As India suffered a devastating surge in Covid-19 cases and deaths, the vital role of community-led organisations became clearer than ever. And like similar organisations around the world, they are leading on one essential community service – providing food. Now funders need to catch up and put more unrestricted funding into the hands of community-based organisations that represent and understand marginalised communities. And they need to explicitly include food provision as an essential part of pandemic relief. 

Since the start of the pandemic, the Indian government’s response has severely affected those most marginalised. The sex workers of Sangli, India, have experienced “bandhs” (or curfews) before, but usually, the streets where they carry out their business are teeming with customers. Under Covid-19 restrictions, things have been different, with streets becoming deserted and lockdowns leading to no customers for local sex workers.  

Activists Meena Saraswathi Seshu and Aarthi Pai work with Sex Workers and Allies South Asia, which partners with sex-worker-led organisations and allies in India, Sri Lanka, Nepal, and Bangladesh. According to them, the loss of livelihoods for many of those they support has been fatal. 

Sangeeta, a field worker from the local sex workers’ collective Veshya Anyay Mukti Parishad (Vamp), confirms this challenge. When Vamp reported its first Covid-19 death, it wasn’t because of the virus. Manjula, a 34-year-old single mother with no other form of income besides sex work, died from suicide. She had added her name to Vamp’s list of people in need of support because, like many sex workers, she had not received government relief. 

Authorities claim that these communities are by their very nature hard to reach, but local organisers and activists have been responding to urgent needs when government responses fail. Going through the Indian courts, Vamp secured third-line HIV treatment for its members who could not access medication due to the lockdown and through the National Network of Sex Workers, also distributed food parcels in more than seven districts in India. 

“Nothing about us without us” has been the rallying cry at the centre of movements across the world, fighting for self-empowerment and self-determination. For more than 30 years, people living with HIV have been putting this approach at the centre of the world’s response to the HIV epidemic, recognising that they are best placed to understand what HIV treatment and prevention programmes should look like and how to lead them. Today, amidst another kind of pandemic, this approach is paying off as groups work to keep hunger at bay. 

When Covid-19 hit, community groups and activists ensured continued access not only to HIV treatment, but to food as well. As seen in Sangli, many HIV organisations led by sex workers or people who use drugs (groups at higher risk of contracting HIV in part because of criminalisation and stigma), are key to the HIV response and have been crucial in making sure Covid-19 assistance reaches their communities.   

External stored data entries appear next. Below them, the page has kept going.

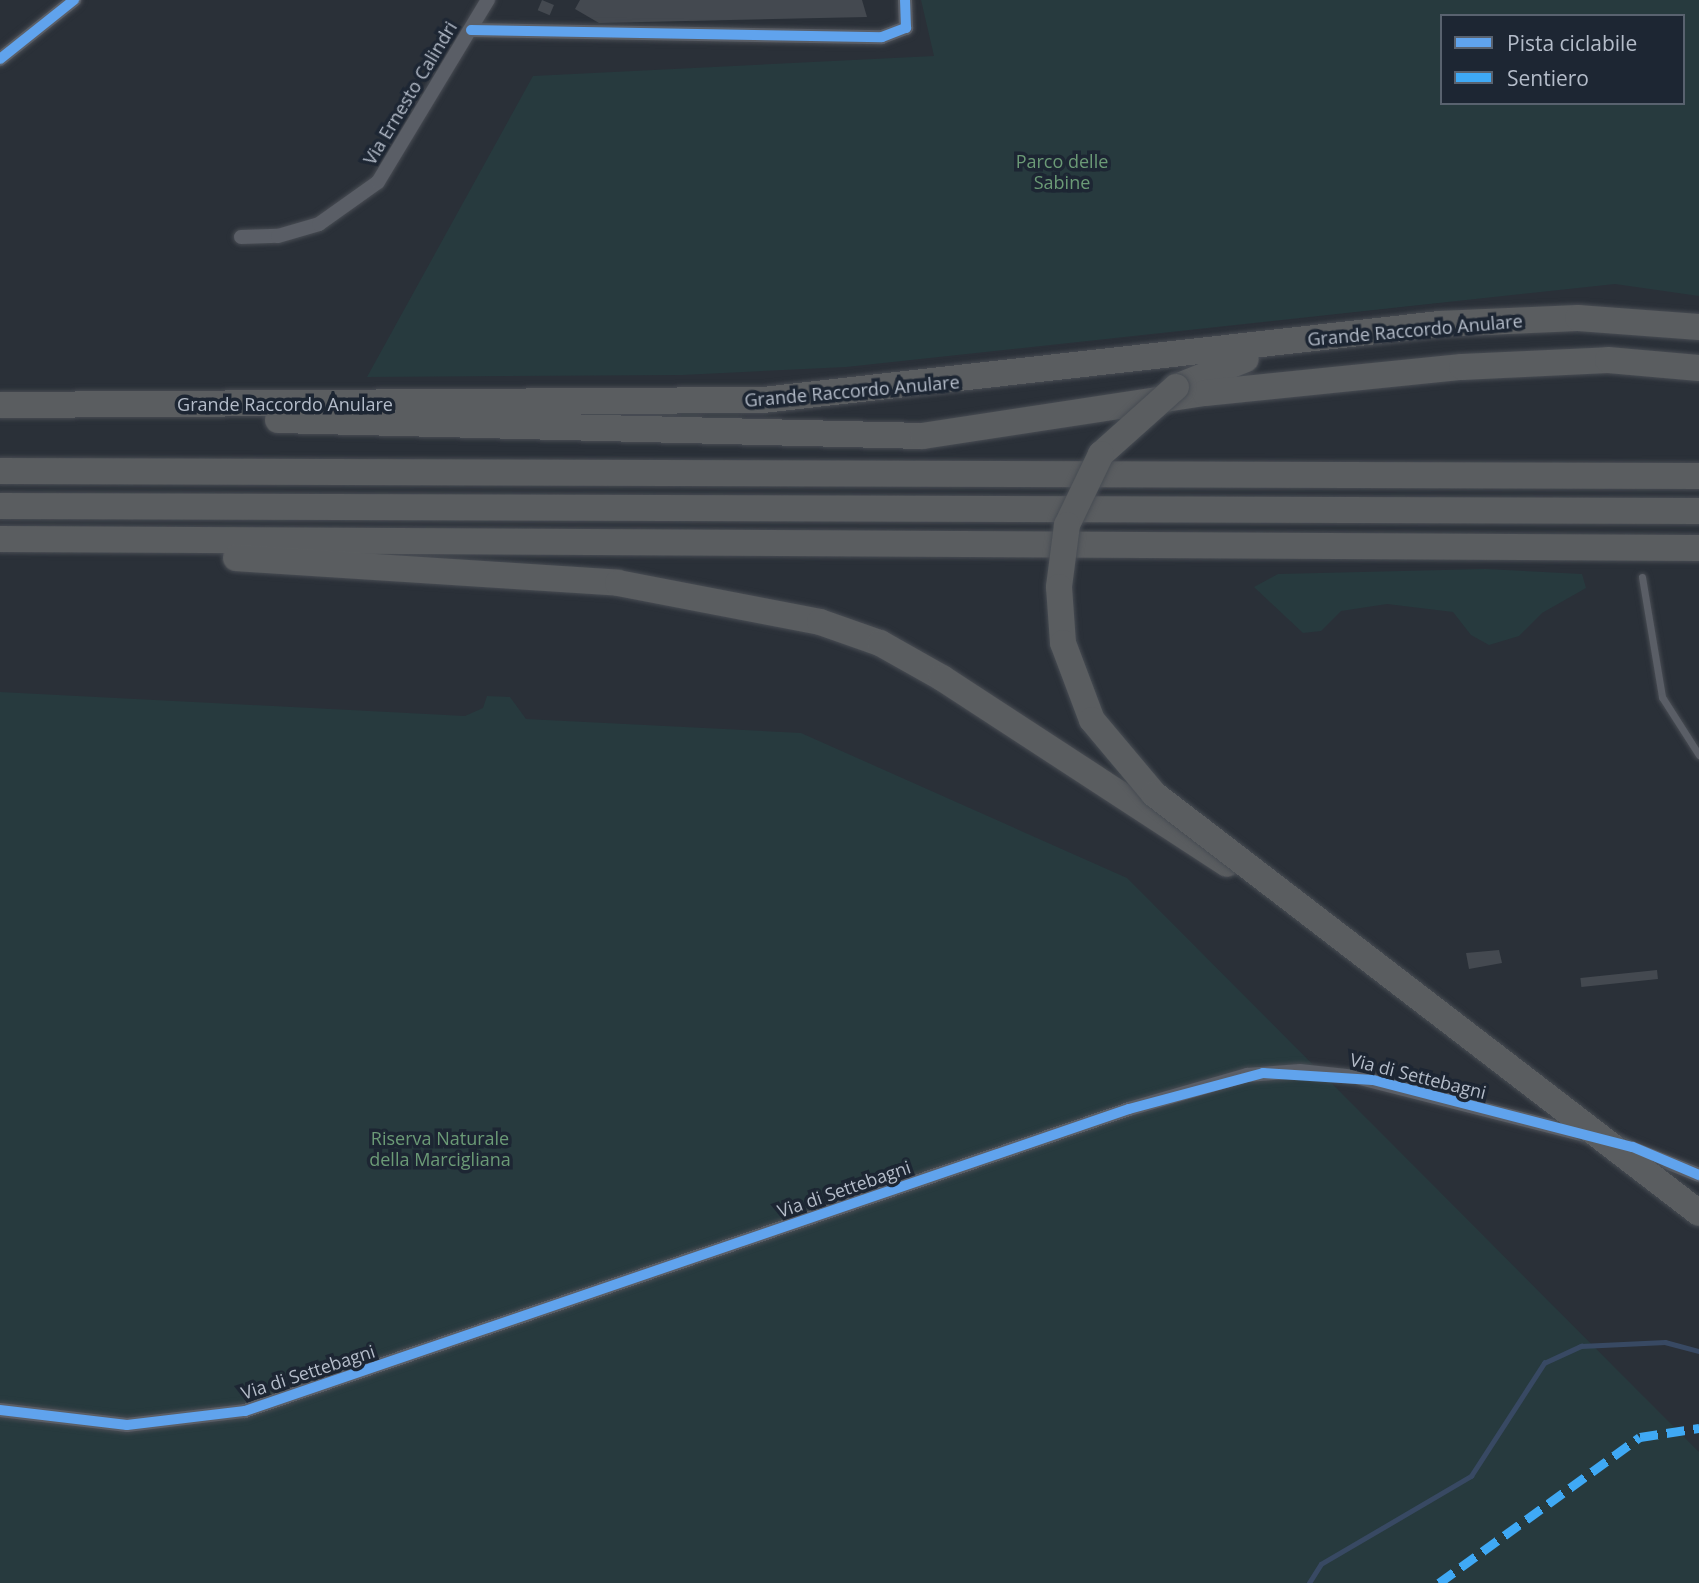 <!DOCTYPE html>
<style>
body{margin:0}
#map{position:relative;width:1699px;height:1583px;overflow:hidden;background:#2a3038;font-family:"Open Sans",sans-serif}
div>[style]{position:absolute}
.green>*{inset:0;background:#273a3e}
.stream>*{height:4.5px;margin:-2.25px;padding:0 2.25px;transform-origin:2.25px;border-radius:2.25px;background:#384963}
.building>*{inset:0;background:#444950;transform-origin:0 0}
.roads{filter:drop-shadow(0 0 2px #484c53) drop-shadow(0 0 2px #484c53)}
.lane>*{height:7px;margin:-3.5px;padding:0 3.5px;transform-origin:3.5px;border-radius:3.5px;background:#5a5e66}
.street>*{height:14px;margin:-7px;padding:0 7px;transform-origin:7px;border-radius:7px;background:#5a5e66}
.highway>*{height:26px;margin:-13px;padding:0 13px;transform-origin:13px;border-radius:13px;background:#5a5d60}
.bridges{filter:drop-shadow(0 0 2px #474c53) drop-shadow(0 0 2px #474c53)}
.highway-bridge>*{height:26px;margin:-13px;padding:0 13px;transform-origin:13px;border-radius:13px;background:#5a5d60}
.quiet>*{height:9px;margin-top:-4.5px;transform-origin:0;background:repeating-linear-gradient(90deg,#3fa9f5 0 18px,transparent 0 27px)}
.cycleway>*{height:10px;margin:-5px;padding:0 5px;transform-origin:5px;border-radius:5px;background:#60a3ed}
span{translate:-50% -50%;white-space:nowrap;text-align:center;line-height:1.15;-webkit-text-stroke:7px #1d2633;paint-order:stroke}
.street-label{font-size:18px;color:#b4bcc9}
.park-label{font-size:18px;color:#6b9a76}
.legend{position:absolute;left:1440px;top:14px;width:245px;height:91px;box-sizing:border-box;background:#1d2633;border:2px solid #59626f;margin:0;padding:9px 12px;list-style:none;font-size:21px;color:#b4bcc9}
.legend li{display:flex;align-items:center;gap:14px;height:35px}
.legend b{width:35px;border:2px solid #59626f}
</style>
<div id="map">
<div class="green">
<div style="clip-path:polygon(evenodd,921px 0,1699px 0,1699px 296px,1615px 284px,846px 367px,682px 375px,367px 377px,533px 76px,934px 56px,921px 0,1442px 16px,1683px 16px,1683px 103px,1442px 103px,1442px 16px)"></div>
<div style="clip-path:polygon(1485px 569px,1582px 574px,1586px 588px,1542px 613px,1519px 636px,1489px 645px,1471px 635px,1453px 612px,1387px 604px,1341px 611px,1321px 631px,1303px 633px,1254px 587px,1278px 574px)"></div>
<div style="clip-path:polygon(0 692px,465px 716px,483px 708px,487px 696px,510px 697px,526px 719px,801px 733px,1127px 878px,1699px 1452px,1699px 1583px,0 1583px)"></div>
</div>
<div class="stream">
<div style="left:1309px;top:1583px;width:22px;rotate:-58deg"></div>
<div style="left:1321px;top:1564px;width:174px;rotate:-30.4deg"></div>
<div style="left:1471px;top:1476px;width:135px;rotate:-57.1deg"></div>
<div style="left:1544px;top:1363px;width:41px;rotate:-24.7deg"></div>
<div style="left:1581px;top:1346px;width:84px;rotate:-2.7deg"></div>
<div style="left:1665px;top:1342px;width:35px;rotate:15deg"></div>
</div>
<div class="building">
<div style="left:542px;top:0;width:13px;height:11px;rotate:23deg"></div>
<div style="clip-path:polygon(580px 0,862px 0,867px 17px,599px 23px,575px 9px)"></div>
<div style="clip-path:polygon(1499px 950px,1502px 963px,1469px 969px,1466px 953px)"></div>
<div style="left:1657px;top:970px;width:9px;height:77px;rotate:84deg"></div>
</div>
<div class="roads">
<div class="lane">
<div style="left:1642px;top:577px;width:122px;rotate:80.5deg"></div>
<div style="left:1662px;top:697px;width:69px;rotate:57.5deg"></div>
</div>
<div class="street">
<div style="left:471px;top:30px;width:411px;rotate:1deg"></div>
<div style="left:882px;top:37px;width:26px;rotate:-21deg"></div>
<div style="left:906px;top:28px;width:28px;rotate:-92deg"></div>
<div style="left:0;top:59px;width:95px;rotate:-38.6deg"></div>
<div style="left:241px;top:237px;width:37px;rotate:-2deg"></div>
<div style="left:278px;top:236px;width:43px;rotate:-16.3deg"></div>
<div style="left:319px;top:224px;width:72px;rotate:-35.4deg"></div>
<div style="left:378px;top:182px;width:213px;rotate:-58.9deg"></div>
<div style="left:1619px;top:1143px;width:86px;rotate:21.8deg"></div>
<div style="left:0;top:1410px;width:128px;rotate:6.7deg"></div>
<div style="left:127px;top:1425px;width:119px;rotate:-6.8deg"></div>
<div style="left:245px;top:1411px;width:934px;rotate:-18.86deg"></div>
<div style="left:1129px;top:1109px;width:123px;rotate:-16.1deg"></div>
<div style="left:1247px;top:1075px;width:53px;rotate:-4.3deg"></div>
<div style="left:1300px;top:1071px;width:56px;rotate:6.1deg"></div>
<div style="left:1356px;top:1077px;width:240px;rotate:14.2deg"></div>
</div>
<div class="highway">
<div style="left:1176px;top:387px;width:75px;rotate:-21.8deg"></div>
<div style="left:0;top:405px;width:763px;rotate:-0.38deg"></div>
<div style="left:763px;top:400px;width:680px;rotate:-6.41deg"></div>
<div style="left:1439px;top:324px;width:139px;rotate:-2.5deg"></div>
<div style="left:1578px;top:318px;width:121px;rotate:4.3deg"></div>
<div style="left:278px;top:420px;width:645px;rotate:1.42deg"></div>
<div style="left:923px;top:436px;width:285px;rotate:-8.7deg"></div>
<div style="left:1205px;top:393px;width:258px;rotate:-5.8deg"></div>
<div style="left:1462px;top:367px;width:146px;rotate:-2.7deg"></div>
<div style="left:1608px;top:360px;width:91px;rotate:5deg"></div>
<div style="left:0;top:471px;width:1699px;rotate:0.17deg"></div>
<div style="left:0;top:506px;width:1699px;rotate:0.17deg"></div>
<div style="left:0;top:539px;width:1699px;rotate:0.3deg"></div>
<div style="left:236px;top:558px;width:383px;rotate:3.7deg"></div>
<div style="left:618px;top:583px;width:206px;rotate:10.9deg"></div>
<div style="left:820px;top:622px;width:64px;rotate:19.3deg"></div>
<div style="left:880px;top:643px;width:71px;rotate:29.4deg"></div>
<div style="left:942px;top:678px;width:340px;rotate:33.1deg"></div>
</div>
</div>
<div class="bridges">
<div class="highway-bridge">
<div style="left:1176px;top:387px;width:101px;rotate:138.2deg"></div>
<div style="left:1101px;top:454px;width:79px;rotate:115.6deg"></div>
<div style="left:1067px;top:525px;width:63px;rotate:97.4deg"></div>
<div style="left:1059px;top:587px;width:56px;rotate:85.9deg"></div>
<div style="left:1063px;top:643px;width:82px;rotate:69.4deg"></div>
<div style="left:1092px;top:720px;width:97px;rotate:50deg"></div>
<div style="left:1154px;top:794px;width:687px;rotate:37.55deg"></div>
</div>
</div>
<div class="quiet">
<div style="left:1439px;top:1583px;width:248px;rotate:-36deg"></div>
<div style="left:1640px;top:1437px;width:60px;rotate:-8.7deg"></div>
</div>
<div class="cycleway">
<div style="left:471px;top:30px;width:411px;rotate:1deg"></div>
<div style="left:882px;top:37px;width:26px;rotate:-21deg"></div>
<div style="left:906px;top:28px;width:28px;rotate:-92deg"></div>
<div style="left:0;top:59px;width:95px;rotate:-38.6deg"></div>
<div style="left:0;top:1410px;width:128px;rotate:6.7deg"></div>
<div style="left:127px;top:1425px;width:119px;rotate:-6.8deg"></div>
<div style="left:245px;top:1411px;width:934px;rotate:-18.86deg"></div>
<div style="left:1129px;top:1109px;width:139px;rotate:-15deg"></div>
<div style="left:1263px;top:1073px;width:110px;rotate:3.6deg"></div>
<div style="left:1373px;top:1080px;width:268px;rotate:14.5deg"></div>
<div style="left:1633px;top:1147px;width:72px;rotate:23deg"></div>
</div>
<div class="street-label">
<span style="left:410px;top:93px;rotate:-59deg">Via Ernesto Calindri</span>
<span style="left:1415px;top:330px;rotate:-5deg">Grande Raccordo Anulare</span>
<span style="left:852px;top:391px;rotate:-5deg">Grande Raccordo Anulare</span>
<span style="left:285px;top:404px">Grande Raccordo Anulare</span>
<span style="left:1418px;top:1076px;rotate:14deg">Via di Settebagni</span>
<span style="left:844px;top:1189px;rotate:-19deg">Via di Settebagni</span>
<span style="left:308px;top:1372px;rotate:-18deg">Via di Settebagni</span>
</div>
<div class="park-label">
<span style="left:1062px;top:172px">Parco delle<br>Sabine</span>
<span style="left:440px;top:1149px">Riserva Naturale<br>della Marcigliana</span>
</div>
<ul class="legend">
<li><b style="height:9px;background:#60a3ed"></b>Pista ciclabile</li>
<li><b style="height:9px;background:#3fa9f5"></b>Sentiero</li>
</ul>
</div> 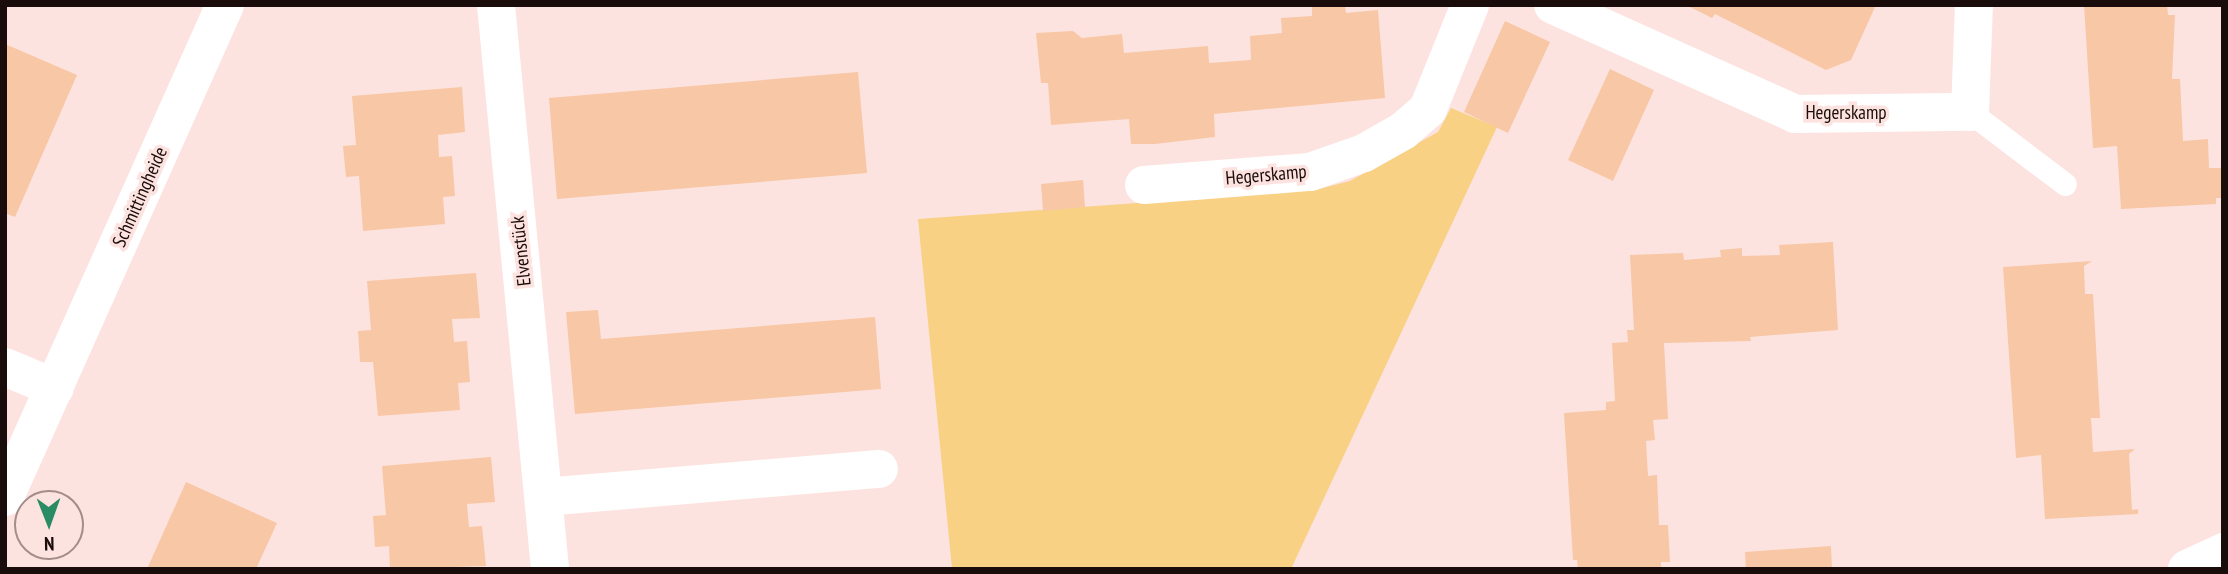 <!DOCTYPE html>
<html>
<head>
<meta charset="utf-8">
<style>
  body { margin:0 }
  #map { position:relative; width:2228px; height:574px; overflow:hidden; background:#fde3df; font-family:"PT Sans Narrow",sans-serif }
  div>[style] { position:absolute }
  .green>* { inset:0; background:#f8d185 }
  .building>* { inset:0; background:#f8c7a5 }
  .lane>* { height:23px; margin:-11.5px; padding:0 11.5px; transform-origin:11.5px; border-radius:11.5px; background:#fff }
  .street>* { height:38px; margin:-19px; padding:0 19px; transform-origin:19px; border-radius:19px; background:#fff }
  .secondary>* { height:38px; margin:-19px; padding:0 19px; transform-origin:19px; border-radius:19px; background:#fff }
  span { translate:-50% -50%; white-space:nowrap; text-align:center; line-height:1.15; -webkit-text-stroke:7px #fde3df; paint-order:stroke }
  .street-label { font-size:19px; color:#1a0c0a }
  .frame { position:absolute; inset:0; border:7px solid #1a0c0a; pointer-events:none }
  .north { position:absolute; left:14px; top:490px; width:70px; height:70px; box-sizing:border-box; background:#fde3df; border:2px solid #a28d8a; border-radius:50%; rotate:179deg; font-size:19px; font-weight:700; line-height:28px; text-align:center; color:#1a0c0a }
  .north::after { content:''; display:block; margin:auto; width:24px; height:32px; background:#2a8c65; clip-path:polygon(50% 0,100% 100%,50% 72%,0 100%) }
</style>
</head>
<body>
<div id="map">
  <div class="green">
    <div style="clip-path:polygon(1451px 108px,1497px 127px,1291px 569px,952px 569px,918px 219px,1315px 190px,1350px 181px,1438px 132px)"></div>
  </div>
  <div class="building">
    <div style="clip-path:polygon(1312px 5px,1345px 5px,1346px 13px,1378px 10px,1385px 98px,1214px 114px,1215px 137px,1155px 144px,1131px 144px,1129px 119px,1051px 125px,1048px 83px,1041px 83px,1036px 33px,1073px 31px,1082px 38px,1122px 34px,1124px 53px,1208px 46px,1209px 63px,1251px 60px,1250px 36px,1282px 33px,1281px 18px,1312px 16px)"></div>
    <div style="clip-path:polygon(1686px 5px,1876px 5px,1851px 60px,1826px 70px,1715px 14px,1712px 18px)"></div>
    <div style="clip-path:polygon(2084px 5px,2167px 5px,2168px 15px,2175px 15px,2172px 79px,2180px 79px,2183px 141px,2208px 139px,2209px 168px,2223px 168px,2223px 198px,2216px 198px,2216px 204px,2121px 209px,2117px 146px,2093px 148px)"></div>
    <div style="clip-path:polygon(1505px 21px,1550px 42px,1508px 133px,1464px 112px)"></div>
    <div style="clip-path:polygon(5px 44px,77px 75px,15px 217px,5px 213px)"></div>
    <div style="clip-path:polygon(1610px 69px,1654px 90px,1613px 181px,1568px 160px)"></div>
    <div style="clip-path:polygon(858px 72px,867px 173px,557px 199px,549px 98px)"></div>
    <div style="clip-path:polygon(462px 87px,465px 132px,438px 135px,439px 157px,452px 156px,455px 196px,443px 197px,445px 224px,363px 231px,359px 176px,346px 177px,343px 146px,356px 145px,352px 96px)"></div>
    <div style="clip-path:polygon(1083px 180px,1085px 207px,1043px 211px,1041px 184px)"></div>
    <div style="clip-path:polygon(1833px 242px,1838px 330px,1750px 337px,1751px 341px,1664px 343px,1668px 419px,1653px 420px,1655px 440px,1646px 441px,1648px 476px,1657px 475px,1659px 525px,1668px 525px,1670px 562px,1661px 562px,1661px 569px,1578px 569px,1577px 560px,1573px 560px,1564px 413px,1606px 410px,1606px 402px,1615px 401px,1612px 343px,1628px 342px,1627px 330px,1634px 330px,1630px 255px,1683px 253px,1684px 260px,1721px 257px,1720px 250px,1742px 248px,1742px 256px,1780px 255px,1779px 245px)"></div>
    <div style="clip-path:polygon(2092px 261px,2084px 266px,2085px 294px,2093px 294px,2100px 418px,2091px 418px,2093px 452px,2135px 449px,2129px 454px,2132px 510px,2138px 509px,2138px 514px,2045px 519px,2041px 455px,2016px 458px,2003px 267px)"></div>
    <div style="clip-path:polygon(476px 273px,480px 318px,452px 319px,454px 342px,467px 341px,470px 382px,458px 383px,460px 410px,378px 416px,373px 362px,360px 362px,358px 331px,371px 330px,367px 281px)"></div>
    <div style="clip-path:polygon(598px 310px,601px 339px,875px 317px,881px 389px,575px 414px,566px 312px)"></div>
    <div style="clip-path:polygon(491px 457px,495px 502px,467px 504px,469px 527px,482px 526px,486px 566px,390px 569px,389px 546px,375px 547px,373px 516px,386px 515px,382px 466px)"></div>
    <div style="clip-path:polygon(186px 482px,277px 523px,256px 569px,147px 569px)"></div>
    <div style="clip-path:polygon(1831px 546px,1832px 569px,1746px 569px,1745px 552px)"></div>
  </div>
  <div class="lane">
    <div style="left:1970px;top:112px;width:119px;rotate:37.2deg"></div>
  </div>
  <div class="street">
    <div style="left:496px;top:5px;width:567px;rotate:84.53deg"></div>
    <div style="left:1553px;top:5px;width:265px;rotate:24.2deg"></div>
    <div style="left:1795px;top:114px;width:175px;rotate:-0.7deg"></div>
    <div style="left:1970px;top:112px;width:107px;rotate:-87.9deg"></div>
    <div style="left:1144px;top:185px;width:167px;rotate:-4.5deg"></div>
    <div style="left:1310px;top:172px;width:57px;rotate:-19.4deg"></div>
    <div style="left:1364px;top:153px;width:45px;rotate:-29.4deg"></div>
    <div style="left:1403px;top:131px;width:33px;rotate:-41deg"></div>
    <div style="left:1428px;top:109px;width:112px;rotate:-68deg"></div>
    <div style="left:5px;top:367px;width:54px;rotate:22.8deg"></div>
    <div style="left:544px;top:497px;width:336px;rotate:-4.8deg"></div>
    <div style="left:2187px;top:569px;width:40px;rotate:-25deg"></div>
  </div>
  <div class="secondary">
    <div style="left:5px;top:497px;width:539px;rotate:-65.91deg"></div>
  </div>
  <div class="street-label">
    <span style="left:1846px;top:113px">Hegerskamp</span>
    <span style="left:1266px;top:175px;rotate:-5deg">Hegerskamp</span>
    <span style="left:140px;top:197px;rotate:-66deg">Schmittingheide</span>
    <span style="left:521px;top:251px;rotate:-96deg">Elvenstück</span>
  </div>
  <div class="frame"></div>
  <div class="north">N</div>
</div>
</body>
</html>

Today people from these groups sit on some of the highest decision-making bodies of national Aids councils and work with influential donors such as the Global Fund to Fight Aids, TB, and Malaria. This has encouraged donors to support the community-led response by reprioritising HIV funding towards Covid-19 work and supporting organisations to distribute personal protective equipment or deliver HIV treatment to people’s homes. 

Globally we find many more examples ranging from a group which works with drug users in Ukraine to a Brazilian collective for transgender rights to a prisons rights project in southern Africa. All of them have leveraged their deep ties in the community to help supply medicine, personal protective equipment and most importantly food during the Covid crisis. 

These examples show the power of letting marginalised people and community-based organisations take the lead. Some funders have responded to requests from civil society organisations to shift funding to address pandemic-related priorities. By September last year, the Global Fund had approved requests from more than 100 countries asking to use money that would have gone to fighting one of the fund’s three focus diseases, for fighting Covid-19. The fund is leveraging their extensive health and community network to distribute Covid-19 tools, supplies and training.  

The Robert Carr Fund took the lead from the outset, working with its donor partners to approve reworking of grants across its portfolio so they could respond to the impact of the pandemic in ways that made sense to their local contexts. 

But although some international funders were quick to pump money into masks and laboratory testing, fewer donors provided the flexibility to allow for food assistance as a part of Covid-19 support. The gap in what traditional health donors are willing to fund as part of a Covid-19 response emphasises the importance of including civil society organisations on high-level bodies within international aid again — and equipping them with the resources to meaningfully advocate for the needs of their communities.  

In total, health and community networks — many staffed by civil society organisations — have helped to distribute millions of dollars in  personal protective equipment  and Covid-19 tests, for instance. But it is impossible to stop any pandemic if people are hungry. With flexible funding and through groups such as these, food and other critical supplies can be effectively distributed to at-risk people using their existing networks and connections.